* EXERCISE AIM: Copy out each line of the data that holds the string "Penzing".

[Data records]
#####
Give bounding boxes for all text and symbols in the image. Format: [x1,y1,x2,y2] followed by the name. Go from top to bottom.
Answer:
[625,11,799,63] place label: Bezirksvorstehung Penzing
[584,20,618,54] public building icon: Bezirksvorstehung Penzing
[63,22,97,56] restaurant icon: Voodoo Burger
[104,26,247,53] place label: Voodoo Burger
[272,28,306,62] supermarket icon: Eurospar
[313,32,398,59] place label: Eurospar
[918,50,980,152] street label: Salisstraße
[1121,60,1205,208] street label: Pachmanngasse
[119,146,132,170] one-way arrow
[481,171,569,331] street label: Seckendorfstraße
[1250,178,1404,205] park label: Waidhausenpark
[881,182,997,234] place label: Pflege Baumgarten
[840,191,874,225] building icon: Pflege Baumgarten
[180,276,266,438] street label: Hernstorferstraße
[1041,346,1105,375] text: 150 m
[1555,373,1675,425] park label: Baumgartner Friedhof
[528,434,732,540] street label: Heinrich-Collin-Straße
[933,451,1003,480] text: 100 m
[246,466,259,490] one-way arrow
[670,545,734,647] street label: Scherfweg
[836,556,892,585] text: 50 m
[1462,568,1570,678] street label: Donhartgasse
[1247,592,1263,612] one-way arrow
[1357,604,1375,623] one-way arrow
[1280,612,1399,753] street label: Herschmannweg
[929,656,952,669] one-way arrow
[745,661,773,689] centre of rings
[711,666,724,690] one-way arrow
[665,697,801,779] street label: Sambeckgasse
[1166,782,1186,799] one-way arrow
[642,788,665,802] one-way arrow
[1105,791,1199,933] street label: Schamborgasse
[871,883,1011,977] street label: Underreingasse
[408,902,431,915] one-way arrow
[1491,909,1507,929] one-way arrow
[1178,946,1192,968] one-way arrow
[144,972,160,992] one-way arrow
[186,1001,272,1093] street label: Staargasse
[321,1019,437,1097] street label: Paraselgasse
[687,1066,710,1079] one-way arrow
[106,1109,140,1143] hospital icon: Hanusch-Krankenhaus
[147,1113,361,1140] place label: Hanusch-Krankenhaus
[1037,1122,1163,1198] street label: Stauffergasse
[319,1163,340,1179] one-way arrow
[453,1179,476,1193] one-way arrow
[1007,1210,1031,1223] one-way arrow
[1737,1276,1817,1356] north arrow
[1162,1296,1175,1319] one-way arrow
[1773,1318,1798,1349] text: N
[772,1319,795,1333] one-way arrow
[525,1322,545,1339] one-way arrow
#####
* OUTPUT OF THE TASK:
[625,11,799,63] place label: Bezirksvorstehung Penzing
[584,20,618,54] public building icon: Bezirksvorstehung Penzing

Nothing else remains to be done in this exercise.